The volunteer crew from RNLI Longhope were on a routine training session in Scapa Flow this morning when they encountered a pod of approximately six orca, who provided an unexpected but amazing display alongside the boat.
It’s Sunday morning and, while the rest of the world is sleeping, our volunteer lifeboat crew were up and out on one of the regular training exercises that are so important in ensuring that we can continue our commitment to saving lives at sea.
Imagine their surprise when, off the coast of St Margaret’s Hope, Orkney, they encountered a pod of around six orca who treated them to a fantastic and prolonged display. The orca, who were from the ’65 pod’ and included ‘Busta’ the bull, are regular visitors to the Orkney Islands.
Trainee Navigator, Alan Mackinnon said, ‘It was an amazing encounter. There were about six orca including a calf and a bull. They were swimming around and under the boat, tail slapping and jumping in the air. They gave us a brilliant acrobatic display.
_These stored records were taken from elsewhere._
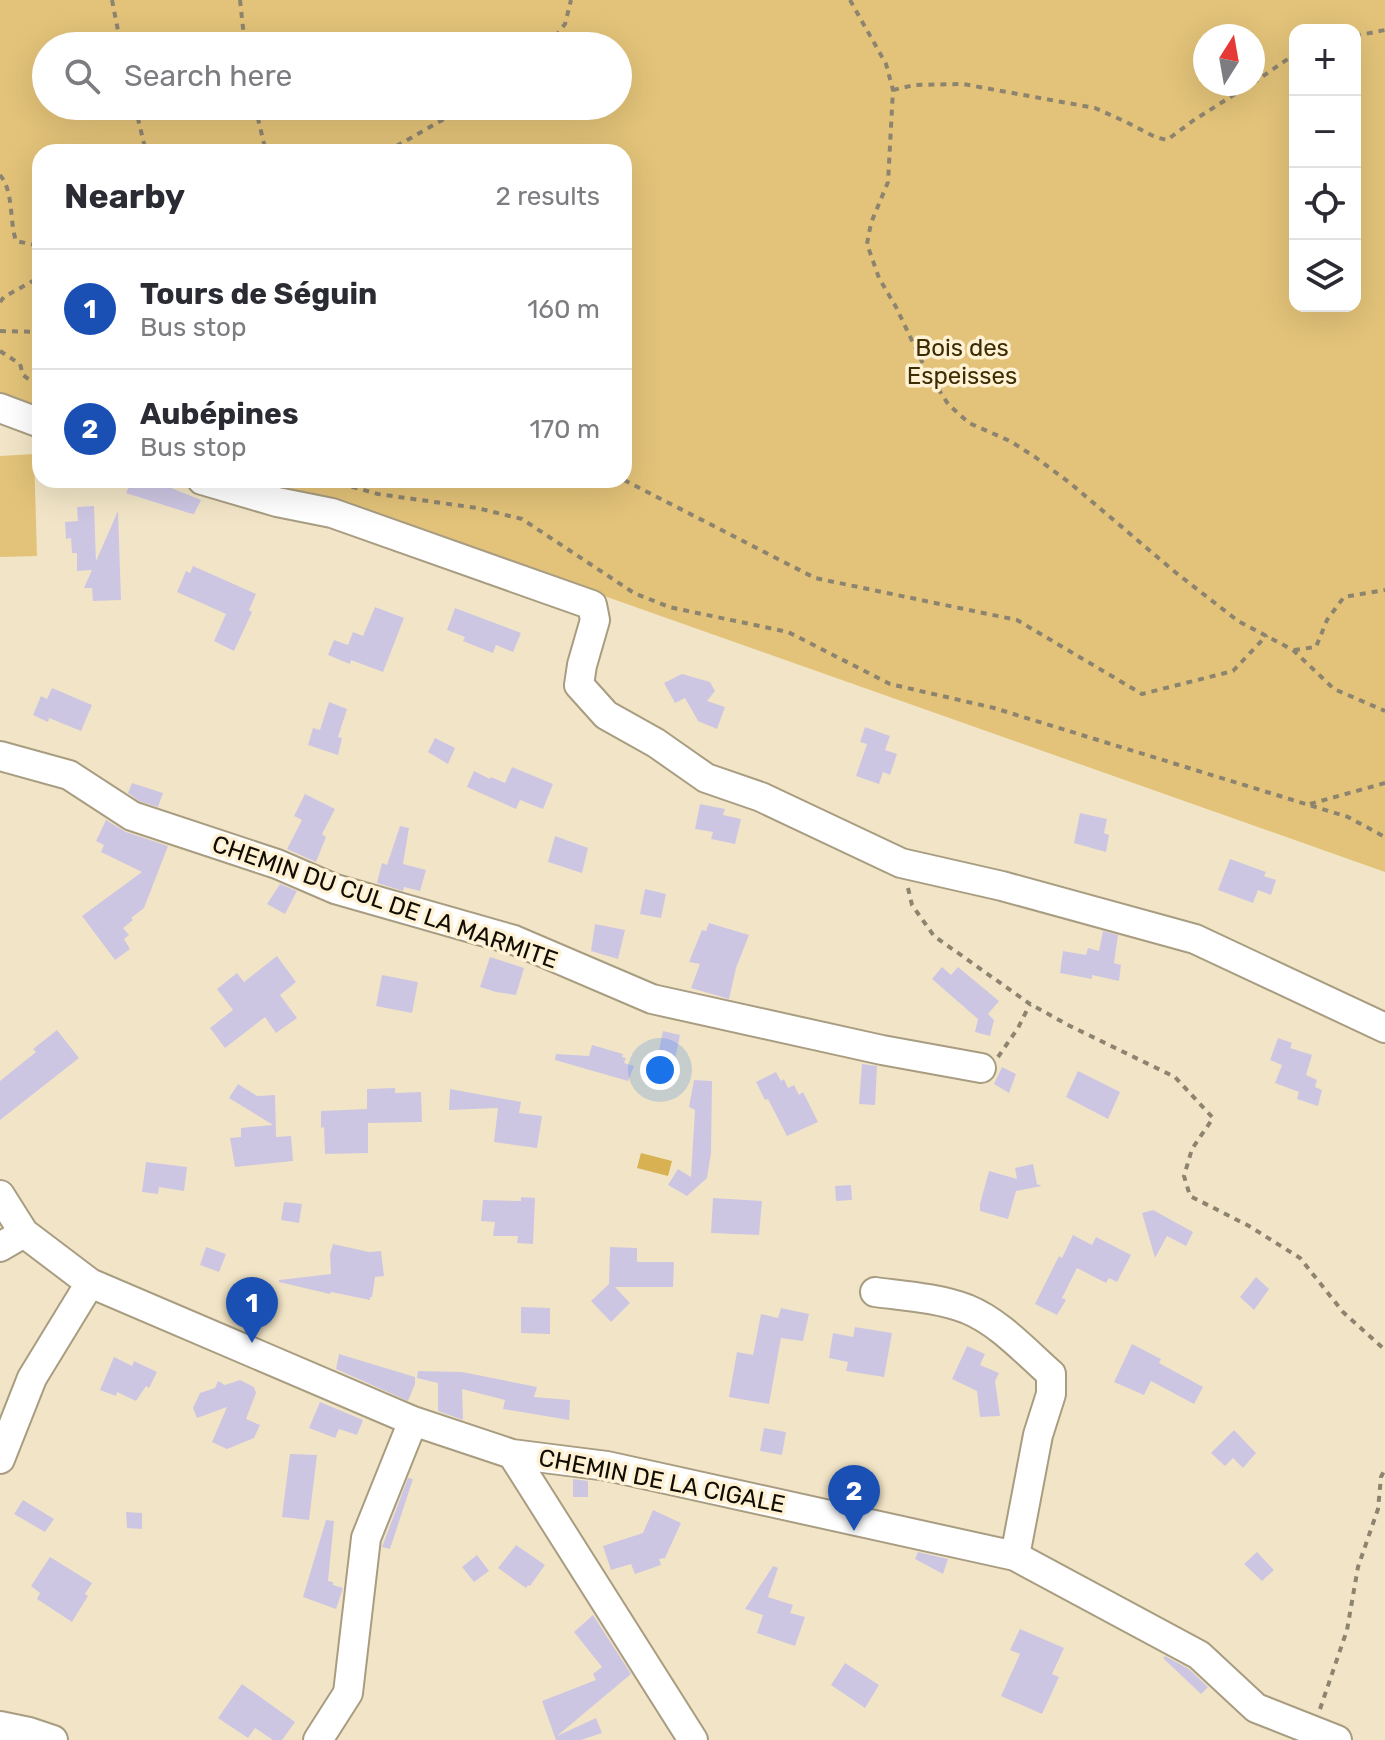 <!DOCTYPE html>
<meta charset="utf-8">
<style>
:root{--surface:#fff;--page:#f7f7f7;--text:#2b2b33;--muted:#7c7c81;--line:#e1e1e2;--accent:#2563eb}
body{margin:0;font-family:Rubik,sans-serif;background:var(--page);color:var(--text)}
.controls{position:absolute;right:24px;top:24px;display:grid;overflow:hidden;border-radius:16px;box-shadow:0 8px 32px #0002}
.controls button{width:72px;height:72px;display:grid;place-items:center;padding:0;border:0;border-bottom:2px solid var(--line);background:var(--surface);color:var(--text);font:40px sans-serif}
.compass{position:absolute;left:1193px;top:24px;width:72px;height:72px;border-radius:50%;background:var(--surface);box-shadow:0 8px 32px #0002;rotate:11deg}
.you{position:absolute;left:660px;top:1070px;width:28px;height:28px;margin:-20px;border:6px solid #fff;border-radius:50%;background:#1a73e8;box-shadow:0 0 0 12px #1a73e833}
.badge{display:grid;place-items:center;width:52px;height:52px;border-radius:50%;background:var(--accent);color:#fff;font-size:26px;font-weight:700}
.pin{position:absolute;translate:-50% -66px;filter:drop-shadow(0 2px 4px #0008)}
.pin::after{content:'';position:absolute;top:42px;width:28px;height:24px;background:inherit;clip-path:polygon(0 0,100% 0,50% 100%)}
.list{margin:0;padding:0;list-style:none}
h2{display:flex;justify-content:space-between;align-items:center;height:104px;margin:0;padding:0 32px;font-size:34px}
h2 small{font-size:26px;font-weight:400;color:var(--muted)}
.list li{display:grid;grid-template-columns:52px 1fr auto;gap:24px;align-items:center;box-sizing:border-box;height:120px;padding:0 32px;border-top:2px solid var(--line)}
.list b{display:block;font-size:30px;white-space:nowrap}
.list p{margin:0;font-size:26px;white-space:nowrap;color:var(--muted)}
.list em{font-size:26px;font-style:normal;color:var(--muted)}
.icon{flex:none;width:44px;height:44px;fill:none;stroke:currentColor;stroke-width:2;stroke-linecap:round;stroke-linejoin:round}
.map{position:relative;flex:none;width:1385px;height:1740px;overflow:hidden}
.search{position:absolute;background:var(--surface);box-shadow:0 8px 32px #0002;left:32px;top:32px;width:600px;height:88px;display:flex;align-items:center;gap:20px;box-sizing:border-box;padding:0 28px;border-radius:44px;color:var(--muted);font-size:30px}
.panel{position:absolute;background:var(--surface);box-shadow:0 8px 32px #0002;left:32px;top:144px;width:600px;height:344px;border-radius:24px}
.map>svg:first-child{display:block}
</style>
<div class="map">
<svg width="1385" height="1740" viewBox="0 0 1385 1740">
<rect width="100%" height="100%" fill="#f2e5c7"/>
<path fill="#e3c379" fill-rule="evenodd" d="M 0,0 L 1385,0 L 1385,872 L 344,504 L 250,480 L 624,480 L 624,152 L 40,152 L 40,413 L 0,398 ZM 1295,30 L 1355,30 L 1355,306 L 1295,306 ZM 1205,36 L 1253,36 L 1253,84 L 1205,84 ZM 46,46 L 618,46 L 618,106 L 46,106 Z
M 34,454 L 37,556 L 0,557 L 0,456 Z"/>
<path fill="#d7b152" d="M 641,1153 L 672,1161 L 668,1176 L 637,1168 Z"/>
<path fill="#cdc6e3" d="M 132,480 L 151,480 L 201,500 L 194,514 L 189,513 L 126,493 Z
M 94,506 L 96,561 L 118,511 L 121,600 L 93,601 L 92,588 L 84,588 L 92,570 L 77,571 L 77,553 L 72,553 L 71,538 L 66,539 L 65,522 L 78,521 L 77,507 Z
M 193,566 L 256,594 L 249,610 L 252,612 L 234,651 L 214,641 L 226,614 L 177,592 L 186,571 L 190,573 Z
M 375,607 L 404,618 L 383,672 L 351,660 L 350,664 L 328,655 L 334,640 L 348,645 L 353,632 L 363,636 Z
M 455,608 L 521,633 L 513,652 L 496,645 L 493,653 L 463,641 L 465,637 L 447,630 Z
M 682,674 L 710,682 L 715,691 L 707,701 L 725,707 L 717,729 L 698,721 L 685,698 L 675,703 L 664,683 Z
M 52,688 L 92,705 L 81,731 L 49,718 L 48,722 L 33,715 L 41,696 L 47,699 Z
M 329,702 L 347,709 L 338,737 L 342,738 L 338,755 L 308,745 L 313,728 L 320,730 Z
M 865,727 L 890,736 L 885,750 L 897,754 L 890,775 L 883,772 L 879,784 L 856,776 L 867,744 L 860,742 Z
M 435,738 L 455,748 L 448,764 L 428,752 Z
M 512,767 L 553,784 L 543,809 L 520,800 L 516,809 L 467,787 L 474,771 L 490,779 L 491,777 L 505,783 Z
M 132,783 L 163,793 L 158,807 L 139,801 L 128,793 Z
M 305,794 L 335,809 L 322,834 L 326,837 L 316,862 L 287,849 L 302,820 L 294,816 Z
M 700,804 L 725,809 L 723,815 L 741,819 L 735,844 L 711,839 L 713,832 L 695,829 Z
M 1080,813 L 1107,819 L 1104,833 L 1109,835 L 1106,852 L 1074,843 Z
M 106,820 L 126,832 L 168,846 L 144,908 L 131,918 L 133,920 L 123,928 L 129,935 L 124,939 L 130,949 L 115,960 L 82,916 L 142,872 L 101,852 L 104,845 L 96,841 Z
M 400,826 L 409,828 L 403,864 L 426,870 L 420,891 L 404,887 L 403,891 L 377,883 L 382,863 L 387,865 Z
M 555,836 L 588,848 L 582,873 L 548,862 Z
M 1230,859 L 1266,872 L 1264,876 L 1276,880 L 1271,895 L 1258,890 L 1253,903 L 1218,890 Z
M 280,884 L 297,891 L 285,914 L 267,904 Z
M 645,889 L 666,894 L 661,918 L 640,914 Z
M 709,923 L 749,935 L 736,968 L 729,999 L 691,988 L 700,964 L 689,962 L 702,930 L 706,931 Z
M 595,924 L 625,930 L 618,959 L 591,951 Z
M 1103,931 L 1118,935 L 1114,963 L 1121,965 L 1119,981 L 1092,975 L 1092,979 L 1060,973 L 1063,951 L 1086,955 L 1088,948 L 1099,951 Z
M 277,956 L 296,982 L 280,995 L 297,1018 L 276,1033 L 265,1017 L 225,1048 L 210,1028 L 233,1010 L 217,989 L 237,973 L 244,982 Z
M 490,957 L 524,968 L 516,995 L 496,992 L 480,987 Z
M 942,967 L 951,975 L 958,967 L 999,1001 L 988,1014 L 994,1020 L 990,1036 L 975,1032 L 978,1019 L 932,979 Z
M 382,975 L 418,982 L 412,1013 L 376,1006 Z
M 57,1030 L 79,1058 L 0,1120 L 0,1081 L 36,1052 L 33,1049 Z
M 663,1031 L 680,1035 L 675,1059 L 658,1055 Z
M 1278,1038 L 1292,1043 L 1290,1048 L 1312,1055 L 1306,1075 L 1317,1080 L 1315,1087 L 1322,1090 L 1318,1106 L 1297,1099 L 1299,1092 L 1275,1083 L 1282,1065 L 1270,1060 Z
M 592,1045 L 623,1054 L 622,1057 L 626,1058 L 624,1063 L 634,1066 L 628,1081 L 555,1060 L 556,1054 L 589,1056 Z
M 862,1064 L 877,1066 L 875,1105 L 859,1104 Z
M 1002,1067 L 1016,1074 L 1009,1093 L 994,1084 Z
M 1078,1071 L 1120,1092 L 1108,1119 L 1066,1097 Z
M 776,1072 L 781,1081 L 784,1079 L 788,1088 L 794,1085 L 799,1095 L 803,1092 L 818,1122 L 787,1136 L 768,1099 L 765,1100 L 756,1082 Z
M 694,1080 L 712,1081 L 711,1153 L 707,1178 L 687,1196 L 668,1185 L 678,1169 L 691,1177 L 695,1110 L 689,1107 Z
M 238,1084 L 257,1096 L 275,1095 L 276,1137 L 291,1136 L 293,1161 L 235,1167 L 230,1138 L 241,1137 L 241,1128 L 273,1125 L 229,1098 Z
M 395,1088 L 395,1093 L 421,1092 L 422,1122 L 368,1123 L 368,1153 L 325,1154 L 324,1127 L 321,1128 L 321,1111 L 367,1109 L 367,1089 Z
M 450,1089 L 521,1102 L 519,1113 L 542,1116 L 537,1148 L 494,1142 L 498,1108 L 449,1110 Z
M 146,1162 L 187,1167 L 184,1191 L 159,1187 L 158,1194 L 142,1192 Z
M 1033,1164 L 1037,1184 L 1042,1186 L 1016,1191 L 1008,1219 L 980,1211 L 980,1204 L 989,1171 L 1017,1179 L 1015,1168 Z
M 851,1185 L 852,1200 L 836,1201 L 835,1186 Z
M 521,1197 L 535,1198 L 533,1244 L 517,1243 L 518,1236 L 493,1236 L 495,1222 L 481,1221 L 483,1200 L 521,1201 Z
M 713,1198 L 762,1201 L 759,1235 L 711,1233 Z
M 284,1202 L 302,1204 L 299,1223 L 281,1220 Z
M 1153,1210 L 1193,1232 L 1186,1246 L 1167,1236 L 1155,1258 L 1142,1213 Z
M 1073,1235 L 1092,1245 L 1096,1237 L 1131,1255 L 1117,1282 L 1109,1278 L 1106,1283 L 1077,1268 L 1062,1298 L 1066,1300 L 1057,1315 L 1035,1304 L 1059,1256 L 1062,1258 Z
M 333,1244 L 369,1252 L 381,1251 L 384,1276 L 375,1277 L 372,1297 L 370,1297 L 370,1300 L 331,1292 L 330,1294 L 279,1282 L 279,1280 L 331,1274 L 330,1254 Z
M 206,1247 L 226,1254 L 219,1272 L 200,1265 Z
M 610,1247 L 637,1248 L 637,1262 L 674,1262 L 673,1287 L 615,1287 L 630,1303 L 611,1322 L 591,1301 L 609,1284 Z
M 1256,1277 L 1269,1289 L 1254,1310 L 1240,1297 Z
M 521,1307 L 550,1308 L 550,1334 L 521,1333 Z
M 781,1308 L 809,1314 L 803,1341 L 781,1338 L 769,1404 L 729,1397 L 737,1352 L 753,1355 L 761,1314 L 778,1318 Z
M 855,1327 L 892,1333 L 884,1377 L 846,1371 L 848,1362 L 829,1358 L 833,1333 L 853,1337 Z
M 1132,1344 L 1161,1359 L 1159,1363 L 1203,1387 L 1194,1404 L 1151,1381 L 1144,1395 L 1114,1382 Z
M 967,1346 L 985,1354 L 980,1365 L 999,1373 L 995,1381 L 1000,1416 L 980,1417 L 977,1391 L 952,1379 Z
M 339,1354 L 415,1377 L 415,1384 L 408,1401 L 336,1369 Z
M 114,1357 L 132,1366 L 134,1361 L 157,1372 L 149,1388 L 146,1386 L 136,1401 L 117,1392 L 116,1396 L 100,1390 Z
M 418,1371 L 462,1372 L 537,1387 L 534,1397 L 570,1400 L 569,1420 L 503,1409 L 505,1400 L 462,1389 L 463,1420 L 438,1411 L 438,1383 L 417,1378 Z
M 240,1380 L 254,1387 L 256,1393 L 246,1419 L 260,1425 L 254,1438 L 227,1449 L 212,1442 L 227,1407 L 197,1418 L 193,1408 L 200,1393 L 215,1388 L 218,1381 L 225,1385 Z
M 320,1402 L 363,1420 L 357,1435 L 339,1429 L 335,1438 L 309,1428 Z
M 764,1428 L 786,1432 L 782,1455 L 760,1451 Z
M 1234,1430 L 1256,1453 L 1243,1468 L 1233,1458 L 1225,1466 L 1211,1453 Z
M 290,1454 L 317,1455 L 309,1520 L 282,1517 Z
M 408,1478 L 413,1479 L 390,1549 L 382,1547 Z
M 573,1479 L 588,1481 L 588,1497 L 573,1497 Z
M 23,1500 L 54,1519 L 45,1532 L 14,1514 Z
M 653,1510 L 681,1523 L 665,1558 L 659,1559 L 661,1565 L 635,1574 L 631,1564 L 611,1570 L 603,1546 L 643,1533 Z
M 126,1512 L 142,1513 L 142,1529 L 127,1528 Z
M 326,1520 L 334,1521 L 328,1581 L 333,1582 L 333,1585 L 343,1588 L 336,1609 L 303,1597 Z
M 516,1545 L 545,1565 L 530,1586 L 528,1585 L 526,1588 L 498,1568 Z
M 918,1552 L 948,1559 L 943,1574 L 915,1559 Z
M 1257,1552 L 1274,1570 L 1262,1581 L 1244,1564 Z
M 477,1555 L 489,1571 L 474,1582 L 462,1567 Z
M 50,1557 L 92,1583 L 85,1594 L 88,1596 L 72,1622 L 37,1599 L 40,1593 L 31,1586 Z
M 773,1566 L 778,1568 L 768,1597 L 793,1605 L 790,1613 L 805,1617 L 795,1646 L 757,1633 L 763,1615 L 745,1609 Z
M 593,1615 L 631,1674 L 557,1736 L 596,1718 L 602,1733 L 581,1740 L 556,1740 L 542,1701 L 596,1680 L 593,1674 L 602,1667 L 574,1632 Z
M 1020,1629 L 1064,1648 L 1052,1674 L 1059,1677 L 1042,1714 L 1001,1696 L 1020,1654 L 1010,1650 Z
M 1165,1656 L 1189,1669 L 1208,1687 L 1201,1694 L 1163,1658 Z
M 845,1663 L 879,1685 L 865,1708 L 831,1685 Z
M 242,1684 L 295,1722 L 282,1740 L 273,1740 L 255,1728 L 248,1738 L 218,1718 Z"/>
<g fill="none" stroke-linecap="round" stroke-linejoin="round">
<defs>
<path id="minor" d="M 0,408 L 40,423
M 202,480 L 277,502 L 332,513 L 592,605 L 595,620 L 582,665 L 579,685 L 606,715 L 656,743 L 706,778 L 761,797 L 901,863 L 1002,886 L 1195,939 L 1385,1028
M 0,756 L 69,775 L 132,816 L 277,864 L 335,889 L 514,940 L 652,999 L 882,1050 L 981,1068
M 0,1195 L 24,1233 L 90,1283 L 413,1421 L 512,1454 L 607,1466 L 1015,1556 L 1199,1655 L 1256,1708 L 1337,1740
M 0,1247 L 24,1233
M 875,1292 C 906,1296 938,1298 967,1309 C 999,1322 1025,1351 1051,1374 L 1051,1394 L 1038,1435 L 1015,1556
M 512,1454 L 693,1740
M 0,1459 L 32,1378 L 90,1283
M 0,1726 L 29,1732 L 53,1740
M 318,1740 L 348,1693 L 366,1538 L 413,1421"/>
</defs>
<use href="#minor" stroke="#a89c81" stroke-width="32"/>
<path stroke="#8d8470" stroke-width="4" stroke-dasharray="6 6" stroke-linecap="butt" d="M 112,0 L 121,46
M 240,0 L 245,46
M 850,0 L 886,64 L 893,90 L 888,182 L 871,223 L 867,244 L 879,278 L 896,307 L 925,368 L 948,404 L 969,423 L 1010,441 L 1035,457 L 1070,483 L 1175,572 L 1238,621 L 1293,650 L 1334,689 L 1385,711
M 1355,36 L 1385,30
M 548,46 L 565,24 L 571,0
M 1253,83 L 1295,54
M 893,90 L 914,85 L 963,84 L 1095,108 L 1124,121 L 1155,137 L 1167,140 L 1194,120 L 1251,84
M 135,106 L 146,152
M 255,106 L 266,152
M 386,152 L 467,106
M 0,175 C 14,192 9,219 16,241 L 40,246
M 0,302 L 4,297 L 40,277
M 0,331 L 40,332
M 0,351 L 20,364 L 23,375 L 40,388
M 342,480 L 349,486 L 378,494 L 477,508 L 522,519 L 634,593 L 669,607 L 788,632 L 890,684 L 994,708 L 1348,817 L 1385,837
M 624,480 L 815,578 L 1017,620 L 1142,694 L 1233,671 L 1267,635
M 1294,650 L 1316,647 L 1327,620 L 1344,597 L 1385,590
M 1310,804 L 1385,783
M 908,888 L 912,905 L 934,936 L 1030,1004 L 1070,1026 L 1175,1077 L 1213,1118 L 1192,1149 L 1184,1176 L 1190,1196 L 1249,1226 L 1300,1258 L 1343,1312 L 1385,1350
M 998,1057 L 1018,1028 L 1030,1004
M 1320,1709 L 1347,1630 L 1358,1567 L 1378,1509 L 1381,1477 L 1385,1469"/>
<use href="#minor" stroke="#fff" stroke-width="28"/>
</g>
<g text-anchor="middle" stroke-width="7" stroke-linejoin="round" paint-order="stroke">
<g font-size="24" fill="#3d2d03" stroke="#fff2d4">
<text x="962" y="356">Bois des<tspan x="962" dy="28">Espeisses</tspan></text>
</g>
<g font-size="24" fill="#110d04" stroke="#fff2d4">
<text transform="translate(385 902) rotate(19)" y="8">CHEMIN DU CUL DE LA MARMITE</text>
<text transform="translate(662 1481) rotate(11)" y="8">CHEMIN DE LA CIGALE</text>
</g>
</g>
</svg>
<div class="controls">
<button>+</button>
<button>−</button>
<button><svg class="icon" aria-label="locate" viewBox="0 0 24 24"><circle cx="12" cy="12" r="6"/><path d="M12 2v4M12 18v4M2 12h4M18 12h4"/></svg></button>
<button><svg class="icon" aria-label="layers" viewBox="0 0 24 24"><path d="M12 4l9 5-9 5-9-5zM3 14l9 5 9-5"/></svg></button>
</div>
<svg class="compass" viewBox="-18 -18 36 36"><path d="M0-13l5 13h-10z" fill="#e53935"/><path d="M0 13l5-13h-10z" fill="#7c7c81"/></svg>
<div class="you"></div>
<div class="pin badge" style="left:252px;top:1343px;background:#1a4fb4">1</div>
<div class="pin badge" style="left:854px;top:1531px;background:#1a4fb4">2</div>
<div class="search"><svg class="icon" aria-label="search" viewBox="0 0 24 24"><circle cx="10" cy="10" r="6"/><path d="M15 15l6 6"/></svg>Search here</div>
<section class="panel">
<h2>Nearby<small>2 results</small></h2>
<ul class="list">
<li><span class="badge" style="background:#1a4fb4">1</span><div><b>Tours de Séguin</b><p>Bus stop</p></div><em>160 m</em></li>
<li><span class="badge" style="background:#1a4fb4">2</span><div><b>Aubépines</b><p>Bus stop</p></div><em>170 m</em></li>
</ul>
</section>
</div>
‘To see these majestic creatures up close, and in their natural environment, was an absolute privilege and an experience that I will never forget.’
Key facts about the RNLI
The RNLI charity saves lives at sea. Its volunteers provide a 24-hour search and rescue service around the United Kingdom and Republic of Ireland coasts. The RNLI operates 238 lifeboat stations in the UK and Ireland and more than 240 lifeguard units on beaches around the UK and Channel Islands. The RNLI is independent of Coastguard and government and depends on voluntary donations and legacies to maintain its rescue service. Since the RNLI was founded in 1824, its lifeboat crews and lifeguards have saved over 142,700 lives.